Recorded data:
____
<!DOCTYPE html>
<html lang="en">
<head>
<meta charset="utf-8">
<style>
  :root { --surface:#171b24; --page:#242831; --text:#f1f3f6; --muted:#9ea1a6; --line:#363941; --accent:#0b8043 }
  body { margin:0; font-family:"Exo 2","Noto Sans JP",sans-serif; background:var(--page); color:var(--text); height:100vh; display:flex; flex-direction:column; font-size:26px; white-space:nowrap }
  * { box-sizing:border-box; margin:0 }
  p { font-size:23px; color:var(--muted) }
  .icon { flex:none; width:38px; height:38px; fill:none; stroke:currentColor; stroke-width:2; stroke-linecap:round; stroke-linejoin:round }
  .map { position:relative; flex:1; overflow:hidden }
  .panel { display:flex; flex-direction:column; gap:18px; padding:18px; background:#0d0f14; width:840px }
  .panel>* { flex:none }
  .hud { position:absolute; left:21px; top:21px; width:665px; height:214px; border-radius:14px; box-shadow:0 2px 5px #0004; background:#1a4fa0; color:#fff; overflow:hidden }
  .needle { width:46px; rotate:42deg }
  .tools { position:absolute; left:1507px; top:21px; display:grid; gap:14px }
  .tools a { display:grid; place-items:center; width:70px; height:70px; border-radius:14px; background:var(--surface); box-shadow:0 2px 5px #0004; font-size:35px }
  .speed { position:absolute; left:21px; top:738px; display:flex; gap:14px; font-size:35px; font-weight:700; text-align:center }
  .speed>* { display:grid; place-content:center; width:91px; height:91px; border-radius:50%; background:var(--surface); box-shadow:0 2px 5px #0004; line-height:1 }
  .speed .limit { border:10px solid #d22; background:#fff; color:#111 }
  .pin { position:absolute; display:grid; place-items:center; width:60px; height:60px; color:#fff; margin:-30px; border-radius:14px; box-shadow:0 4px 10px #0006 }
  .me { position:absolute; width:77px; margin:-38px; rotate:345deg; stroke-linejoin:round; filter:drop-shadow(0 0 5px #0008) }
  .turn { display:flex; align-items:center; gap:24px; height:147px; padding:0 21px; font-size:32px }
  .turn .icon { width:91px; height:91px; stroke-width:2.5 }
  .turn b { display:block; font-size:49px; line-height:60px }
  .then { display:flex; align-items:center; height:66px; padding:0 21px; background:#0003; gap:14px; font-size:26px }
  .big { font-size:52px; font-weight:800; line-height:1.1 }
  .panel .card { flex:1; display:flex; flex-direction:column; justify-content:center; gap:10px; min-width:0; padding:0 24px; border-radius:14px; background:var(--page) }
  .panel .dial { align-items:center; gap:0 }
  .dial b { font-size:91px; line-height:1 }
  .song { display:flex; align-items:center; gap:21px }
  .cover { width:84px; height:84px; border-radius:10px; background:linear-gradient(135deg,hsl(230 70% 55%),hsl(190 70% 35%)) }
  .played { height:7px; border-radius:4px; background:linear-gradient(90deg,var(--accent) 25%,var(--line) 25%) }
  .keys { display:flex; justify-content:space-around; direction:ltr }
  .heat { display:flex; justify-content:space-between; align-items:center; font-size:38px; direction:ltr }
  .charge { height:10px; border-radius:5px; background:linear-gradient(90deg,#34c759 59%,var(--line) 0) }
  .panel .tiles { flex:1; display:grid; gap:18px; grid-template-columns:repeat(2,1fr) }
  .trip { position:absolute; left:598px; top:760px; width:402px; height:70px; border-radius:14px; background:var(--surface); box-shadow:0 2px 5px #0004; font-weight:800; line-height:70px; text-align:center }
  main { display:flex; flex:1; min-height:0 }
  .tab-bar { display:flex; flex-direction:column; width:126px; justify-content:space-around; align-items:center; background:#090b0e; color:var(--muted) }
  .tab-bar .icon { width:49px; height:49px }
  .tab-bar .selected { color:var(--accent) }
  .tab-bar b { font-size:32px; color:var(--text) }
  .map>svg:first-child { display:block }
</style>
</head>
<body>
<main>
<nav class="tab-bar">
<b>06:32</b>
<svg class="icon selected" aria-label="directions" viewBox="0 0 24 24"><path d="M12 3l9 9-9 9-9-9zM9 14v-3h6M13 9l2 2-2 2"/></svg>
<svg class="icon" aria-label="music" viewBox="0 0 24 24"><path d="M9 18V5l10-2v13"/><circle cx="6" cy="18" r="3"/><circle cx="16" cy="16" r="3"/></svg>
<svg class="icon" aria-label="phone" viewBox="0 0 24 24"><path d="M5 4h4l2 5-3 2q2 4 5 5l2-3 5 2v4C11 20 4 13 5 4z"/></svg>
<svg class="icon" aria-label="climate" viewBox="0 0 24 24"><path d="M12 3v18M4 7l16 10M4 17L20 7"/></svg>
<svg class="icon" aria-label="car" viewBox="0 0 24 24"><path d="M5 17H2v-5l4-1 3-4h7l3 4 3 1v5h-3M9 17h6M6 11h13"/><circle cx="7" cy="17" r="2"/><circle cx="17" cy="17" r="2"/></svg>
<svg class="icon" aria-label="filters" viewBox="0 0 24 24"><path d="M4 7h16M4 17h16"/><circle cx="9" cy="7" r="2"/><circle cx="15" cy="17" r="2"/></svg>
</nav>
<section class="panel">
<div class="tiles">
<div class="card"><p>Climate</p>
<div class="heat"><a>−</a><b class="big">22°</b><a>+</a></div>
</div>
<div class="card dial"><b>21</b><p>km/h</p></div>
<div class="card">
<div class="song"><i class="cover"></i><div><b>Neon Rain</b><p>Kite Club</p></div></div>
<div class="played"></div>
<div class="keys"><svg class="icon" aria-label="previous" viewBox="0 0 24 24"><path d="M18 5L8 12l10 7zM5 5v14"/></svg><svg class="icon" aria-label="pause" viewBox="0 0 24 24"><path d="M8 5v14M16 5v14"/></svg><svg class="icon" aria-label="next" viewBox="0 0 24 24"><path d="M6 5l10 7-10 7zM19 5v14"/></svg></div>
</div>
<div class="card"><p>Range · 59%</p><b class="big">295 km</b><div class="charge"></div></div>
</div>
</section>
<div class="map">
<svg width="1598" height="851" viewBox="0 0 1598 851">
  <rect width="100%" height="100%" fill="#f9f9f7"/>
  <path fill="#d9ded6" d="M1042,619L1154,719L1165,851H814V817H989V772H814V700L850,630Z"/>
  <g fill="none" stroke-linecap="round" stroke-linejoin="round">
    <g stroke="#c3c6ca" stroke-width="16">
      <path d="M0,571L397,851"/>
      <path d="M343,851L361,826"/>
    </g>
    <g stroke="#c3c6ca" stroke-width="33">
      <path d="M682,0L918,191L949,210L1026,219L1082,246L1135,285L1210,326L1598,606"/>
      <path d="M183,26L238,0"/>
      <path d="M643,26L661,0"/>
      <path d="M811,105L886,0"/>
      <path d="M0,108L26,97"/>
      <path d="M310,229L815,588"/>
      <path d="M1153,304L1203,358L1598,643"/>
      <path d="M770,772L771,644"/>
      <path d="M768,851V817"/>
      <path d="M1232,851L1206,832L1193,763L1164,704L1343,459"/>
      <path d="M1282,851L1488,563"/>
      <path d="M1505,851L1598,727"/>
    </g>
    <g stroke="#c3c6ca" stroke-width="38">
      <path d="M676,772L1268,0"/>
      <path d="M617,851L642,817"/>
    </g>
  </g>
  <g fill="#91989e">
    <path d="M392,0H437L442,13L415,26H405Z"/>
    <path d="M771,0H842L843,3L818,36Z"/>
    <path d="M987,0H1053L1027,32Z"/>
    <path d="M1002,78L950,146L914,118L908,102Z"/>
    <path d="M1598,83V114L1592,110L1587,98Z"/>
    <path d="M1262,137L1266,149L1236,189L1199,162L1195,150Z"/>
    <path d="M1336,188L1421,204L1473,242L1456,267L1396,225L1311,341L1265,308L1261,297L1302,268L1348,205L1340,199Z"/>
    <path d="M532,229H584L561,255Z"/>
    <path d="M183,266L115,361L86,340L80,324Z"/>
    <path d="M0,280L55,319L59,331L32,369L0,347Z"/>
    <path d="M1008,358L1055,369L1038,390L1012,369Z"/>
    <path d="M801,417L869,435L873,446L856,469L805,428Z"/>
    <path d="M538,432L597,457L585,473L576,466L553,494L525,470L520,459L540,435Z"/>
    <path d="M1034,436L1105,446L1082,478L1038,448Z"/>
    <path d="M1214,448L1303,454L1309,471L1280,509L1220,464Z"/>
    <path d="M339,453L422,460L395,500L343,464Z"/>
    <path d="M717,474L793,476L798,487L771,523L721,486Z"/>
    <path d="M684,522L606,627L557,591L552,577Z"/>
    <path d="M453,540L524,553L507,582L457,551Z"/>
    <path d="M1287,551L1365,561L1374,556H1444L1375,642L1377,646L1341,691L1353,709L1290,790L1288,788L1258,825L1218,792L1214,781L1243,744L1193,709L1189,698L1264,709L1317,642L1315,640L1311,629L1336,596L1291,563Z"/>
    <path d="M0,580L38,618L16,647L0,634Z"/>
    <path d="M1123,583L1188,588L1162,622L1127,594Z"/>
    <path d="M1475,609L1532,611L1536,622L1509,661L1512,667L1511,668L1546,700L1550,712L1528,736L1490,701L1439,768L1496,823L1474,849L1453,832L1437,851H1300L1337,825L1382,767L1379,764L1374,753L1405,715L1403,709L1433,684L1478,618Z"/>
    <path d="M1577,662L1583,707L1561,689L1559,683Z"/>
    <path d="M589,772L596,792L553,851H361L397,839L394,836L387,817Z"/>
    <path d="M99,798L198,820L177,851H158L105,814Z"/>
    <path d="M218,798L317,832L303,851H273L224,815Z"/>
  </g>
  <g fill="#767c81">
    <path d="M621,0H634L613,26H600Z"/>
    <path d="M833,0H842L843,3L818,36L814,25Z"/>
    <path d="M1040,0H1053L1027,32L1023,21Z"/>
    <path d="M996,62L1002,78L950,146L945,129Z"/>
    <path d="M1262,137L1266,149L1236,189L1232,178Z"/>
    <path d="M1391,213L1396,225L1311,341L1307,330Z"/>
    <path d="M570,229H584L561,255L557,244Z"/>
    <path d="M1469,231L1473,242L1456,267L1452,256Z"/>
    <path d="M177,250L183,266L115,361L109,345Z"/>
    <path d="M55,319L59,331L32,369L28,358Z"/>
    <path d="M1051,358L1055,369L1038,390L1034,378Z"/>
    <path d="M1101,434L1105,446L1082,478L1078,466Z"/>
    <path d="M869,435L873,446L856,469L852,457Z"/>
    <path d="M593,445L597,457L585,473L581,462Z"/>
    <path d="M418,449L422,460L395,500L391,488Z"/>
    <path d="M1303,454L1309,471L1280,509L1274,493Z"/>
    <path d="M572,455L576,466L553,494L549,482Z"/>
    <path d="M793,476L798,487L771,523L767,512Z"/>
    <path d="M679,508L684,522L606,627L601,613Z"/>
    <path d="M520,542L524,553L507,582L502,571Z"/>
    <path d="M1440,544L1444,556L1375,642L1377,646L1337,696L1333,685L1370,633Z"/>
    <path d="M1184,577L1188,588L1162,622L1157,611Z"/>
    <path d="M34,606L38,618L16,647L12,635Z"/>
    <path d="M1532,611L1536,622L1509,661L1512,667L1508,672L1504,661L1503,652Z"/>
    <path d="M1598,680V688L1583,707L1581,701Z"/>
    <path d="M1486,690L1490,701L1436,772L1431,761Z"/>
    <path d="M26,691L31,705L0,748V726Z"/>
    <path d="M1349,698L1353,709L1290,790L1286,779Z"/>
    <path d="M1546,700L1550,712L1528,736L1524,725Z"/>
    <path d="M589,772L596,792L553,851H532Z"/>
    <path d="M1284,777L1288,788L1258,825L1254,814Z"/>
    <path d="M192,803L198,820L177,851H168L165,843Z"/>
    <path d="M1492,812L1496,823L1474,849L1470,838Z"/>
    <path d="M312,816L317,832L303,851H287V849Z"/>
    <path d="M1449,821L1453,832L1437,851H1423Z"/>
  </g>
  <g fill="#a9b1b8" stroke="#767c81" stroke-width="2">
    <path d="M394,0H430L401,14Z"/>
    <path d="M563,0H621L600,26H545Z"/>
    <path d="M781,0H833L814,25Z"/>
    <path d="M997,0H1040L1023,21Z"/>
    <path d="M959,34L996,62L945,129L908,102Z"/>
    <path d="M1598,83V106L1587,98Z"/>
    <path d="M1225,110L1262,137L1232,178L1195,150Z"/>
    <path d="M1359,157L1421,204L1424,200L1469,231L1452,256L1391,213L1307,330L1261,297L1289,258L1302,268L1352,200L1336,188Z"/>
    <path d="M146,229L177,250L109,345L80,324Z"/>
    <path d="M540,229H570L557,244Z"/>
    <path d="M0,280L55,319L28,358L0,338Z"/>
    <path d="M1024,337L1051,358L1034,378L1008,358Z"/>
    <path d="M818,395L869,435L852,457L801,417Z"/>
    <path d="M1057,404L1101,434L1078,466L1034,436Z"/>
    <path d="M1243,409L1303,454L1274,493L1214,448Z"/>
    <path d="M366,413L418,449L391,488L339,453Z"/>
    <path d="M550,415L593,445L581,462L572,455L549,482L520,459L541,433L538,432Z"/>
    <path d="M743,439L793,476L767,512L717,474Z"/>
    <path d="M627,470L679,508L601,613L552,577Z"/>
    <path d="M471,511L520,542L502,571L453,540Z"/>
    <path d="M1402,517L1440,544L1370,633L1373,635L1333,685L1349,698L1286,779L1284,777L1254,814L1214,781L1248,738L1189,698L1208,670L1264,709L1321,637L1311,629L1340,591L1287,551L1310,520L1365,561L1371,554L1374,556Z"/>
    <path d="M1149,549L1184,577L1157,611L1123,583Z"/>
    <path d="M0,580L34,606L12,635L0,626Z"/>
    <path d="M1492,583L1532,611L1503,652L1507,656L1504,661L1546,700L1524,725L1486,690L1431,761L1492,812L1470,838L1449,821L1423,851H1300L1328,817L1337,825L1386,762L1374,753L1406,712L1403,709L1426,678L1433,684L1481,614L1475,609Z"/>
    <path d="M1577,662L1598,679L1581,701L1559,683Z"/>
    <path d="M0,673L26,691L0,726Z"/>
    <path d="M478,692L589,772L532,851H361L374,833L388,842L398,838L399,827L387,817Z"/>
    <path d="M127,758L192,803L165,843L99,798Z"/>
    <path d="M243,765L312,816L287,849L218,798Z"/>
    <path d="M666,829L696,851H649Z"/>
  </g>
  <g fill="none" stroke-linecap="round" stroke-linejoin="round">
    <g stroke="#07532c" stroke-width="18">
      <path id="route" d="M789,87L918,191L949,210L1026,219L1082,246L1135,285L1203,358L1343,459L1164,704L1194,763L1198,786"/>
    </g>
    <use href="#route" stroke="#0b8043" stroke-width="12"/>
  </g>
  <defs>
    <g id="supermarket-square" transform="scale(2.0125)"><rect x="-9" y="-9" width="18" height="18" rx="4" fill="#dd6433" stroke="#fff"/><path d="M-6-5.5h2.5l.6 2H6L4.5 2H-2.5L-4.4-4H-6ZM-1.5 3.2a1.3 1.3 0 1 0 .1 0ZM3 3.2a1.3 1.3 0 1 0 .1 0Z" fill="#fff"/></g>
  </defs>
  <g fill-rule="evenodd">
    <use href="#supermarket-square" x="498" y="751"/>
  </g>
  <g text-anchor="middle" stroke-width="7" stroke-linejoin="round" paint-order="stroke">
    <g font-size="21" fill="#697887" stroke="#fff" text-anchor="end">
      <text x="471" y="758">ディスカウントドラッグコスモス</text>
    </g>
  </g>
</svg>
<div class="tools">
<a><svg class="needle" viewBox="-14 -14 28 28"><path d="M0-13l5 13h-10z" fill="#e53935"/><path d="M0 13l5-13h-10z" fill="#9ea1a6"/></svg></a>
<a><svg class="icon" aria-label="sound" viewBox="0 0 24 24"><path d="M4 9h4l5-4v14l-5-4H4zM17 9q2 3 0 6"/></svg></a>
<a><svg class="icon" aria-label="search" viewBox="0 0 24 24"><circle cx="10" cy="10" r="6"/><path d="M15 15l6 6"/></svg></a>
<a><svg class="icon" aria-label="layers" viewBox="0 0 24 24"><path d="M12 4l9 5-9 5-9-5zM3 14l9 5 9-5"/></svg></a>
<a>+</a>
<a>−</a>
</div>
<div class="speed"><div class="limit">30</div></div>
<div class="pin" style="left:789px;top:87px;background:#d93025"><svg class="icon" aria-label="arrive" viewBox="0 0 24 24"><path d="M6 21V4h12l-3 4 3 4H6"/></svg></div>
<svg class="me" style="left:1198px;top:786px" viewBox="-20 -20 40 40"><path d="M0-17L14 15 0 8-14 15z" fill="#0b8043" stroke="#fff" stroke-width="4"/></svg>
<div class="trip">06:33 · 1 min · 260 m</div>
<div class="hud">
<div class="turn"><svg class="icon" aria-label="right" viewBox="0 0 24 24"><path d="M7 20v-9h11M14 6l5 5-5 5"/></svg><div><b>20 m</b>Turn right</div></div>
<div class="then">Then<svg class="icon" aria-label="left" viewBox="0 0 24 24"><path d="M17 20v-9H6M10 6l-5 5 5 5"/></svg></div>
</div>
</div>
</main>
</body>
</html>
____
WHAT THE TASK ASKS: Above are the records; report each line in them that includes the word "limit".

OUTPUT FOR THIS TASK:
  .speed .limit { border:10px solid #d22; background:#fff; color:#111 }
<div class="speed"><div class="limit">30</div></div>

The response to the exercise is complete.